Monthly Archives: July 2008

Swing on by: Friday


The farm gate will be open on Friday, from 3-6pm. Stop on by! I’m hoping to see some of the folks from the conference and make some new friends, and see some old pals.

The farm is at 28th street and MLK in Oakland. Look for the bright mural on the abandoned building–the farm is behind the green fence on the corner. I’ll be weeding in the garden.

Freaky vegetables

What do you do if someone invites you to Mondavi’s Taste3 conference? You go.

There’s the food. The wine. The big ol’ schwag bag. There’s a mulberry tree at Copia that, right now, is raining down dark juicy berries. No one seems to be picking them! There’s a great thrift store in Napa. But even better than the fine wine, the lobster dinner at Mumm where everyone got their nice clothes dirty with butter and lobster drippings; the complimentary coffee, tea, chocolate and shoes–there were some of the most eloquent, poetic, funny, slightly mad people who really care about what they’re doing. Dan Barber gave a talk about why he won’t use foie gras anymore (not for the usual reasons). A photographer named Laura Letinsky, who takes haunting photos of…leftovers, gave a presentation that got my slow-moving brain thumping. Jennifer 8 Lee confirmed my love of Chinese food as the all-American food. It was great. And then I returned hom, back to the vegetables in my garden.

Finally, the cabbage, which has been so slow growing, are starting to form heads. The first to be ready is this Melissa. Crinkly. Somewhat addled with slugs and a few earwigs. Delicious when grated with apples from the tree (the Anna apples are now ready), tossed with rice wine vinegar and walnuts.

The zucchini is out of control, as usual, but early this year on account of the pig manure. This is the vine of the Ronde de Nice zuchini, a round zucchini that volunteered out of the porcine poo
pile. I’ve harvested about a thousand of these small guys with their blossoms still attached. This vine looked weird, though. Thicker. There were flower buds coming off the vine. Not normal. I followed it to its trailing end. My heart stopped. It became a club footed monster. The vine thickened to almost 6 inches thick, like some crawling prickly pear cactus. And at this monstrous terminus was an almost vaginal cluster of flowers and fruit all riddled together.
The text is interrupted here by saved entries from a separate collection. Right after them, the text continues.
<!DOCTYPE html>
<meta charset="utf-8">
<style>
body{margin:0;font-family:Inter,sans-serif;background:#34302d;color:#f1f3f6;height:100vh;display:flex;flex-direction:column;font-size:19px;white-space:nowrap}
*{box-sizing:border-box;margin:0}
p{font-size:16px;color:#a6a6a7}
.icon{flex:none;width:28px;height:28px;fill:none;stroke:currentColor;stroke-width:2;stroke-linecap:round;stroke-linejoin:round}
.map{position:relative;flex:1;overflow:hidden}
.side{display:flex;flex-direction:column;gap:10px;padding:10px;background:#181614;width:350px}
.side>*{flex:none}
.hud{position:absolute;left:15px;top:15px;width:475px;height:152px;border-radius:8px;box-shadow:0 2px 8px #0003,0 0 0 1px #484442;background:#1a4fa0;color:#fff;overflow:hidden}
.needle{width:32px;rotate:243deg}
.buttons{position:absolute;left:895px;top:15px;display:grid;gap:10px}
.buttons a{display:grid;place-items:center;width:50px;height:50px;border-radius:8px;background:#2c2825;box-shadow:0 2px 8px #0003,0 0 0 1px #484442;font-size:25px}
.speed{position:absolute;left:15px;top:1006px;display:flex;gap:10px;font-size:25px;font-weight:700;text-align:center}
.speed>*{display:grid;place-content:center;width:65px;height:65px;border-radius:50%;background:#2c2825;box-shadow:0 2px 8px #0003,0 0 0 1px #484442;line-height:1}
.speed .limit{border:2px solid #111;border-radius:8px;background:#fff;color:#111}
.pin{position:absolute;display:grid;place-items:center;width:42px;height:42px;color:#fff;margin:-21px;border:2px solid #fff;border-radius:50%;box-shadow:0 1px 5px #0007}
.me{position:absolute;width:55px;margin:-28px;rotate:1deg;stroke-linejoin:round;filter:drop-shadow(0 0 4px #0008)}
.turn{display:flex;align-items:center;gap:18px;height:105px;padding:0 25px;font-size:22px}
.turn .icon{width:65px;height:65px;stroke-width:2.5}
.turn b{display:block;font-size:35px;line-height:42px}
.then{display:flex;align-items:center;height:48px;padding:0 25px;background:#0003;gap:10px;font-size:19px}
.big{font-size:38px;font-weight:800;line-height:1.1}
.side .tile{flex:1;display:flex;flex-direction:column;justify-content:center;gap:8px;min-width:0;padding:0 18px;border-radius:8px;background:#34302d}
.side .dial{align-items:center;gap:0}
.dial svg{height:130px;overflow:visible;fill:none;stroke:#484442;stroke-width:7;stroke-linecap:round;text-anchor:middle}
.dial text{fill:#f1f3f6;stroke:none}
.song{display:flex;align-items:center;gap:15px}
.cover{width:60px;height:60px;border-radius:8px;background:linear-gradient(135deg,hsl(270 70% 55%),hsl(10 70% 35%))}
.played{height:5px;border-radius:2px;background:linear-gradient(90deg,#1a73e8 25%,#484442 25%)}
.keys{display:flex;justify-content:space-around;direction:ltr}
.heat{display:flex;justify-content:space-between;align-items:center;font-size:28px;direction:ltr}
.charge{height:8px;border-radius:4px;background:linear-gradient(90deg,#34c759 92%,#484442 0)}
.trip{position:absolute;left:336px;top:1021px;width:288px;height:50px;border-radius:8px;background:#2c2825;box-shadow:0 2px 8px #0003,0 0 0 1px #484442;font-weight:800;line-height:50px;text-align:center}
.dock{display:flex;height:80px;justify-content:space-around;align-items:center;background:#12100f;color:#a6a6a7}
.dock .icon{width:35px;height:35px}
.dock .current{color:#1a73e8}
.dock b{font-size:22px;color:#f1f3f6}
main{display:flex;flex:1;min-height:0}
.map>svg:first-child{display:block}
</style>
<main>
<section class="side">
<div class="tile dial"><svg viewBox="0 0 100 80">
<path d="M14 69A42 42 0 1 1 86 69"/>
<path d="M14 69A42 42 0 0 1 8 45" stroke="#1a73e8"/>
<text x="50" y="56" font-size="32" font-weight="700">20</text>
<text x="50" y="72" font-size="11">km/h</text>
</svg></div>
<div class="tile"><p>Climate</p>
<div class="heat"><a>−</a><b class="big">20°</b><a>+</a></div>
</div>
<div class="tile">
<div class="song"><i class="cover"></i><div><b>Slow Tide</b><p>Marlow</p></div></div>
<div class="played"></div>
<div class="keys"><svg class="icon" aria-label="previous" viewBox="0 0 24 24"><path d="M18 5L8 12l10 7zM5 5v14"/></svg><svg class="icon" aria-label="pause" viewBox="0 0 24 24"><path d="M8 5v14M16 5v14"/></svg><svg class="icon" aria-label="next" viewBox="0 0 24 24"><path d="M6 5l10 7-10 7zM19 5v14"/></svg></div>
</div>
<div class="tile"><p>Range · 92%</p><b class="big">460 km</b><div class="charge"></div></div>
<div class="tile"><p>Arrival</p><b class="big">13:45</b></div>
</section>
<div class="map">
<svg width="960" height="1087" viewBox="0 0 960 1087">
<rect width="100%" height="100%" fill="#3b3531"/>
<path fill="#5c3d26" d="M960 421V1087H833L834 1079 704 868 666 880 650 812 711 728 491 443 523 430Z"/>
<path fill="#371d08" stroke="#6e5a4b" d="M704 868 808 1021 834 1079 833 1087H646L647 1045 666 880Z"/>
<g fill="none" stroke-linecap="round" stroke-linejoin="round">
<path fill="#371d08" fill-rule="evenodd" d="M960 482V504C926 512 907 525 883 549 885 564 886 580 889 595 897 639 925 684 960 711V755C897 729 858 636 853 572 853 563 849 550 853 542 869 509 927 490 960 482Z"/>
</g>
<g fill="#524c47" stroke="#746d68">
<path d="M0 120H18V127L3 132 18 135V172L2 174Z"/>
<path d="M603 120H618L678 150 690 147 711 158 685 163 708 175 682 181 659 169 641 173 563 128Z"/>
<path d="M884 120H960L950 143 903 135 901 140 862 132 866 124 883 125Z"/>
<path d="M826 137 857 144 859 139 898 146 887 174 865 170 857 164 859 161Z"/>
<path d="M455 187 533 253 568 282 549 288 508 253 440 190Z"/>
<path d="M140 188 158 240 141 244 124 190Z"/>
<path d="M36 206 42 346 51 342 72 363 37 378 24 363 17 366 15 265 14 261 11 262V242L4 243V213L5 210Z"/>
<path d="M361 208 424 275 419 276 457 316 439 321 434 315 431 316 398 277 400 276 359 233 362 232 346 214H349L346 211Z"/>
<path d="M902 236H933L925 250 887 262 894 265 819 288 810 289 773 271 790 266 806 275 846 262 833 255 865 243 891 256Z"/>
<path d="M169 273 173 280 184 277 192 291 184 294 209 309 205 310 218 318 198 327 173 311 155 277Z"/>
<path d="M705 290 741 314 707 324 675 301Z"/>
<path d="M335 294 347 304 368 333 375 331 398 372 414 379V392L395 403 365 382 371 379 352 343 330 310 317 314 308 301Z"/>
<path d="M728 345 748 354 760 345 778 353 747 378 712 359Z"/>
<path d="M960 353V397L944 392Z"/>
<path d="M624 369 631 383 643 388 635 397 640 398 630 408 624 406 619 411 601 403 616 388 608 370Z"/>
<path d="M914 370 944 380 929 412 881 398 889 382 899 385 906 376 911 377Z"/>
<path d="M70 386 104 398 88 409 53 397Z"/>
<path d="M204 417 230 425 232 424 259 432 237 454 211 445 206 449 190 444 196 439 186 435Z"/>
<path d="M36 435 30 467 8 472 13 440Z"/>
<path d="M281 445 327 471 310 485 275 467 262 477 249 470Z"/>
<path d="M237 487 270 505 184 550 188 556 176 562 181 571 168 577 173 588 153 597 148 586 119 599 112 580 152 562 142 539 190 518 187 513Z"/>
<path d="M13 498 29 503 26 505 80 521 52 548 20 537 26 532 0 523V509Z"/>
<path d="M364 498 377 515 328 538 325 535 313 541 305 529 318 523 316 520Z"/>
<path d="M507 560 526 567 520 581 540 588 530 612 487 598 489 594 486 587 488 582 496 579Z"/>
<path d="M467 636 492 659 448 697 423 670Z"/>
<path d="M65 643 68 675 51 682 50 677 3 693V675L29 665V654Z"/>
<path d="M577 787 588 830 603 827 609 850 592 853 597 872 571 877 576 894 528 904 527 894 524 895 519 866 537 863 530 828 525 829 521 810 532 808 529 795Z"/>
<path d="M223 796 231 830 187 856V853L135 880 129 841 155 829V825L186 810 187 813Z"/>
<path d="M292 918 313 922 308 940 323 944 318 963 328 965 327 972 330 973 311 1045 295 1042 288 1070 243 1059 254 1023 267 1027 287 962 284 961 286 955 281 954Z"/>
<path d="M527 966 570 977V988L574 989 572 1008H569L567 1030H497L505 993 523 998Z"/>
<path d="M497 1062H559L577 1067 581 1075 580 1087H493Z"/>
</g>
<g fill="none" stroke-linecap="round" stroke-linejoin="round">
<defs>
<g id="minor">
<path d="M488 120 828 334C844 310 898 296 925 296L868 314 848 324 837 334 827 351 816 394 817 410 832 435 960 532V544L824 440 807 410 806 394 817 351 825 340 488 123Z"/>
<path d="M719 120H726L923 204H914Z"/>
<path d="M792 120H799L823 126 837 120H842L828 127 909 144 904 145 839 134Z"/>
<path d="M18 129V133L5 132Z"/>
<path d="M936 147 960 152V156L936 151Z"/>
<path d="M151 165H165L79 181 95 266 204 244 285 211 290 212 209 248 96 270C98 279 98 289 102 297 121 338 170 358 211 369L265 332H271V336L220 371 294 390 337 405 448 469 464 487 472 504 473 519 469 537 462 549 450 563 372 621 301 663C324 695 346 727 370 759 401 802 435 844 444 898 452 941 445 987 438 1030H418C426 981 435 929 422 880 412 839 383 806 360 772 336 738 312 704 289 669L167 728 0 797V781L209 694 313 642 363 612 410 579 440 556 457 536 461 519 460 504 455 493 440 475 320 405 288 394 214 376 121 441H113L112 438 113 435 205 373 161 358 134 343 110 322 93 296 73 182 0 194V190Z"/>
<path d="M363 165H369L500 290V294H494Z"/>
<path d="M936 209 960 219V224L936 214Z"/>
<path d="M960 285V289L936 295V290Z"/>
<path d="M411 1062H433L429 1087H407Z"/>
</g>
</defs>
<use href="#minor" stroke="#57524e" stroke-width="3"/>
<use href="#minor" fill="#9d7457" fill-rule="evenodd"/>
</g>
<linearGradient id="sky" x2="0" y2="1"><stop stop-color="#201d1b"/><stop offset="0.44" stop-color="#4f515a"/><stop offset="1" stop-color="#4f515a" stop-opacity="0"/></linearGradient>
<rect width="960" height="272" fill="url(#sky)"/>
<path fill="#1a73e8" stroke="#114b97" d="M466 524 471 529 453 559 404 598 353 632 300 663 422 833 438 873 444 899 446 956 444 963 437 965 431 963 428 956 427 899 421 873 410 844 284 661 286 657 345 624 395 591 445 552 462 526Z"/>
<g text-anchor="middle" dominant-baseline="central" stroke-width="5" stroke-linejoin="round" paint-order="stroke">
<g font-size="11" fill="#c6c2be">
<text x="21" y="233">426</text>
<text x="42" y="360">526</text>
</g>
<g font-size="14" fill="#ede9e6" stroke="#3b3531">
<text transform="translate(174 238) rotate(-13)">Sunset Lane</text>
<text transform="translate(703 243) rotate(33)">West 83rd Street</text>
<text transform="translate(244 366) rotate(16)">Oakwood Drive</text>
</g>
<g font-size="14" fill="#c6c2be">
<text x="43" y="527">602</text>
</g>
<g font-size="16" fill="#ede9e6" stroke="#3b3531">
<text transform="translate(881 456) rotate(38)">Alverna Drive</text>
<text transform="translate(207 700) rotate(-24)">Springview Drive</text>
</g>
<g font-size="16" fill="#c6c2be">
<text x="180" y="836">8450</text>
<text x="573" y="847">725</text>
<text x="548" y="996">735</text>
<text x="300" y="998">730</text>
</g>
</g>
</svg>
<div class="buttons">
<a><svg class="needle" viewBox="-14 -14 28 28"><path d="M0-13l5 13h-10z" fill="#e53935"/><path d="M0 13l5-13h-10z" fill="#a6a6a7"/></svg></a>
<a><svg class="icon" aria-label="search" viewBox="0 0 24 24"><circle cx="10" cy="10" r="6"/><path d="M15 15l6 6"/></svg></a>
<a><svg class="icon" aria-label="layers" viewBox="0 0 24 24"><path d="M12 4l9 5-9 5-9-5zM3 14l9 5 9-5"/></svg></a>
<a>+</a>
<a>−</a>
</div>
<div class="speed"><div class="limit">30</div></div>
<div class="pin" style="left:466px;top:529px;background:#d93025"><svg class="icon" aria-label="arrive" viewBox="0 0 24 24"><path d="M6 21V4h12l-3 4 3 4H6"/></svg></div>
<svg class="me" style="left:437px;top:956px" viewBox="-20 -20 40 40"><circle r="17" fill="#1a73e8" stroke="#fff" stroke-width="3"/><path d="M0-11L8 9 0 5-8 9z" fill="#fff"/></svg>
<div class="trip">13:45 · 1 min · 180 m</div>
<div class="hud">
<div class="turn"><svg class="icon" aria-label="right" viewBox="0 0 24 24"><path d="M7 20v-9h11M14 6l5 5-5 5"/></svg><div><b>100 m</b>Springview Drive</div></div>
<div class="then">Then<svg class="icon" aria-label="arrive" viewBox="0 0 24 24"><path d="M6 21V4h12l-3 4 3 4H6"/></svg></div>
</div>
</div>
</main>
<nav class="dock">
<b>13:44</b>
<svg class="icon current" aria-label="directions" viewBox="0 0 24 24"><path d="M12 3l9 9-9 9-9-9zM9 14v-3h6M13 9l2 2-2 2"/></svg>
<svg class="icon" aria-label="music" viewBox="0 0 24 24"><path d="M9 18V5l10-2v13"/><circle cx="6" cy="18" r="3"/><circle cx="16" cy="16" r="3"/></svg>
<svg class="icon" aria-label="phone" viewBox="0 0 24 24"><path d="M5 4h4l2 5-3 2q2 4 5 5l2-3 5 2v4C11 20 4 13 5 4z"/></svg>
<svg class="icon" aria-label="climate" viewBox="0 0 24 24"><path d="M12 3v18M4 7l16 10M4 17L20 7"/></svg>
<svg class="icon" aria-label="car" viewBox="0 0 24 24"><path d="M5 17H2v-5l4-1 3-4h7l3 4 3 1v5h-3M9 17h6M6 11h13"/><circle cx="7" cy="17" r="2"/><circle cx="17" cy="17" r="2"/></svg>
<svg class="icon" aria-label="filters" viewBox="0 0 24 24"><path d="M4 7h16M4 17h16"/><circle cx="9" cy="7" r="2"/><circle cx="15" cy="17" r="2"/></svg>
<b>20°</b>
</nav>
I gasped. I have never seen this before. There were *so* many fruit in one space. A gold mine of zucchini. Was it the pig shit? Is it some mutation caused by extra fertile soil? Something deeply wrong with my eco-system? I don’t know. I harvested a few of the zucs for dinner, and when I carried them into the house, I couldn’t help think that the zucchini plant reminded me a bit of Taste3–a many headed vine, a delectable banquet, a marvelous freak show that makes for some fond summer memories.

Scattered acres

Just flew in from Seattle yesterday. I abandoned the farm to spend six days with my family up north. It was my mom’s un-65th birthday and un-retirement party (her real birthday is june 15; she’s retiring at 66). My sister and I threw her a Bastille day party featuring Sally Jackson cheeses, Salumi salami, bbq-ed oysters, and grilled Toulouse-style sausages. Also, there was a Cajun band. Riana made some yummy quiche with morels and a mind-blowing sour cherry dessert.

But the farm, right, how can I leave that for almost a week? In the end, it all worked out. My friend N came by every day and fed the goats and rabbits and chickens, I left Orla out with Bebe to keep her milked out, and I deeply watered the garden the night before I left.

After six days of absence, I thought upon my return, the goats would come running, the rabbits would clap their hairy paws together, the chickens would cuddle up. Actually, they barely noticed me when I walked through the gate. The only critter on the farm that’s ecstatic I’m back is Kousin the cat, who slept at my side all night.

Having a break made me realize how much work GhostTown Farm actually is. So many animals to care for, weeds to pull, vegetables to water, turds to clean up. But these chores, this care-taking is what gets me up in the morning, sets the rhythm for my day, makes me feel necessary and useful. It’s also nice to realize that I can leave for a few days and it’s not a disaster.

While in Seattle I picked up a copy of Common Grounds magazine, which has a very good article about the urban farming movement. The writer interviewed me, too, but the best idea came from an urban farmer in Chicago named Nance Klehm who described her “farm” as a scattered acre–a combo of rooftop gardens, a backyard, and other people’s backyards. I like this concept.

Taken to the next level, if you add up all the land devoted to urban homesteads, hobby farms like mine, community gardens, and backyard chicken runs, finally add up to many acres. When I say that I’m an urban “farmer”, I’m depending on other urban farmers, too. That its only with them that our backyards and squatted gardens add up to something significant. Scattered, but not insignificant.